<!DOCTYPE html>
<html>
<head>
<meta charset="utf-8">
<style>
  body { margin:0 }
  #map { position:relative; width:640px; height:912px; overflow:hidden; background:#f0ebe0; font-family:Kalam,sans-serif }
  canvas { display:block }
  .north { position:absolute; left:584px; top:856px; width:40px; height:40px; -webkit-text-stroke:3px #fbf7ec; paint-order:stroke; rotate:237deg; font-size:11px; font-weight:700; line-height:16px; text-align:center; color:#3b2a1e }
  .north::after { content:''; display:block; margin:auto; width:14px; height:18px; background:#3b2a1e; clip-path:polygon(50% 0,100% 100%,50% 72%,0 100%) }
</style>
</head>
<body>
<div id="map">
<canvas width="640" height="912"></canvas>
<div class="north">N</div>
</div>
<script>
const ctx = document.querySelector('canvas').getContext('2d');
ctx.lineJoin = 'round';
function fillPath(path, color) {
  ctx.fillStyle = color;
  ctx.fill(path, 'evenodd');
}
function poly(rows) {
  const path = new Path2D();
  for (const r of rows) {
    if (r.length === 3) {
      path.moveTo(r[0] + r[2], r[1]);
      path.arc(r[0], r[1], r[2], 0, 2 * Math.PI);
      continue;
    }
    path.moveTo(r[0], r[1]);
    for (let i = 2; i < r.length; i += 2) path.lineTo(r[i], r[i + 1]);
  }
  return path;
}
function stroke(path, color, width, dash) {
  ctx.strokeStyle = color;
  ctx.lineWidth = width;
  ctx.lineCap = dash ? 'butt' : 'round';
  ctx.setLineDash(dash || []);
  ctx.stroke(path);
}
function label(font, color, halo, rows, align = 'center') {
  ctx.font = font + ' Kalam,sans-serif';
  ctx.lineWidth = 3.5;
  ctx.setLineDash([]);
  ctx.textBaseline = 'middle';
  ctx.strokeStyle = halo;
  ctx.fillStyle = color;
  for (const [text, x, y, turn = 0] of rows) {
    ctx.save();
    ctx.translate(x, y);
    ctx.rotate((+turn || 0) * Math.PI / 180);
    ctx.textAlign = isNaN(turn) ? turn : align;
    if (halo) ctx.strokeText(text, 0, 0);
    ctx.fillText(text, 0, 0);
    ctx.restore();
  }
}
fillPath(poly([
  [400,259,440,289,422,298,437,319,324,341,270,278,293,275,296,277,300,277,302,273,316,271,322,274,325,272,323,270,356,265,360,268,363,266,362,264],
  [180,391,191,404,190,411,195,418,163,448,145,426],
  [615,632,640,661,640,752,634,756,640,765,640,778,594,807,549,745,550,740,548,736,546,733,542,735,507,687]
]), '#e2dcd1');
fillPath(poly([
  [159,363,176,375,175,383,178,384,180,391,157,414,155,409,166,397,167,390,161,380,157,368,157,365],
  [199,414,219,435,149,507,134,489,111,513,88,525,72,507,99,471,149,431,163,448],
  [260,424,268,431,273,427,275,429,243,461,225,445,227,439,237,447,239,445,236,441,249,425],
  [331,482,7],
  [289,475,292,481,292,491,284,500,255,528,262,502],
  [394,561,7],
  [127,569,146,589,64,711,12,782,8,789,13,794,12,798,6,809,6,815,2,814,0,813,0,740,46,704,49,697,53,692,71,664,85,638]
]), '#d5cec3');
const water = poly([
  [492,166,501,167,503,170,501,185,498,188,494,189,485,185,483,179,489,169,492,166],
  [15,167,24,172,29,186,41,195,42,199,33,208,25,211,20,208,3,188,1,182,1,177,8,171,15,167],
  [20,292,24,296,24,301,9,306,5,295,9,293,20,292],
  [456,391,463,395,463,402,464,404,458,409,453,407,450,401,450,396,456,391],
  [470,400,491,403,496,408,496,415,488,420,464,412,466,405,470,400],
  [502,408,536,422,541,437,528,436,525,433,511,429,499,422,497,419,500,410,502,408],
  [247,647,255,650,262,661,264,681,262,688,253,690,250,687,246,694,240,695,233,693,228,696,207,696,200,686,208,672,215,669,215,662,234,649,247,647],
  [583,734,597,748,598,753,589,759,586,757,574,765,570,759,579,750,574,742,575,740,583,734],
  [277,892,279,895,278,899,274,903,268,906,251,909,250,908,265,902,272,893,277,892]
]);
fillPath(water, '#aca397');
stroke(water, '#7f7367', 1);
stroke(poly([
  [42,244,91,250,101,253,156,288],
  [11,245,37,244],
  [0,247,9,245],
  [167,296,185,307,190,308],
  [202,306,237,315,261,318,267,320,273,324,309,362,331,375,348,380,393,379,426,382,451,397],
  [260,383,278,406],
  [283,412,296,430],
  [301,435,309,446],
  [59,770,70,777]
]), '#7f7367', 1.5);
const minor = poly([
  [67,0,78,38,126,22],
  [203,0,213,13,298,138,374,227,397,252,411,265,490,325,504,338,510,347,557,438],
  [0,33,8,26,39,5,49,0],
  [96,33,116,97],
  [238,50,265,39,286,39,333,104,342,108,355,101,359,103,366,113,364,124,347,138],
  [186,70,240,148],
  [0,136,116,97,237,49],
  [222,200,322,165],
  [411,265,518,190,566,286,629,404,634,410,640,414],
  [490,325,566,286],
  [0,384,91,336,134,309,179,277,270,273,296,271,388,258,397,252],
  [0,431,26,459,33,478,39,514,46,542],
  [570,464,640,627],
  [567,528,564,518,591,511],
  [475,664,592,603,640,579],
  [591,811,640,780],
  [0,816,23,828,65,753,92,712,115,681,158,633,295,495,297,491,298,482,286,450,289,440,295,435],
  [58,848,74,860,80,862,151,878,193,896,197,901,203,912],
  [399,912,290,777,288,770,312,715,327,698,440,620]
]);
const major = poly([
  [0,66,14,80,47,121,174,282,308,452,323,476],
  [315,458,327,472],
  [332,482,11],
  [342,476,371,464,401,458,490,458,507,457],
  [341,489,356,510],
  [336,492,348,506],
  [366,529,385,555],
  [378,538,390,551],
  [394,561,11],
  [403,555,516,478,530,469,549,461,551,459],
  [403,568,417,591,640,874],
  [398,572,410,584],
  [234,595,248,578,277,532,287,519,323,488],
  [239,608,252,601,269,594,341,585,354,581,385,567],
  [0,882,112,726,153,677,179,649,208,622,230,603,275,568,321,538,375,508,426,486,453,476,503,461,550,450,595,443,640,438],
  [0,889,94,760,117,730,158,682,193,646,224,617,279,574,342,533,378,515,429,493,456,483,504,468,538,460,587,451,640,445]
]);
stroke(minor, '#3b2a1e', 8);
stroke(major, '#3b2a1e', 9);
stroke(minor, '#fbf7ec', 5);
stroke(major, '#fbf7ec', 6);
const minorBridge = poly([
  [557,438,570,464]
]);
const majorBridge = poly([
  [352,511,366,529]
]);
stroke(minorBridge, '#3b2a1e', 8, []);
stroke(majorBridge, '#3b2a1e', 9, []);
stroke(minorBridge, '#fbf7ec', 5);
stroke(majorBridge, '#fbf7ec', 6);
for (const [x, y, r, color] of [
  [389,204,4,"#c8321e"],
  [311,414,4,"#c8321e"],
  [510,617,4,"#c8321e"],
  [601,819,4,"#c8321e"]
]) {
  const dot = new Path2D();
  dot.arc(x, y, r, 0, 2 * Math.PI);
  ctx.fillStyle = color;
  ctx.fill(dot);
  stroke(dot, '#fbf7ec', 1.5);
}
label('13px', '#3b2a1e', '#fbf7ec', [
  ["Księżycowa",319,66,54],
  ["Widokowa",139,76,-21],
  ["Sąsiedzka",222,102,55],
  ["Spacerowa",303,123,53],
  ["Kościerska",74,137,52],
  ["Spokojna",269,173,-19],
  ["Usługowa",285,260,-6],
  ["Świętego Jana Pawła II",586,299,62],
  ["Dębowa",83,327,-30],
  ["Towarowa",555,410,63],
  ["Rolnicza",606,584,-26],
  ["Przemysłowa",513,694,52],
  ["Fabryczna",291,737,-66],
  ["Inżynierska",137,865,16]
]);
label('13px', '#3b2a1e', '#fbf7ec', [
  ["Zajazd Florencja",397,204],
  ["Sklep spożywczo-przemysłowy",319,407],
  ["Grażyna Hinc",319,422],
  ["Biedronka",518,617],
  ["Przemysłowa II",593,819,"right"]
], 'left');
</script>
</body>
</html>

--------------------

## TASK DIRECTIONS
How many lines in the records above hold the string "rotate"? Only the number is wanted.

## RESPONSE TO THE TASK
2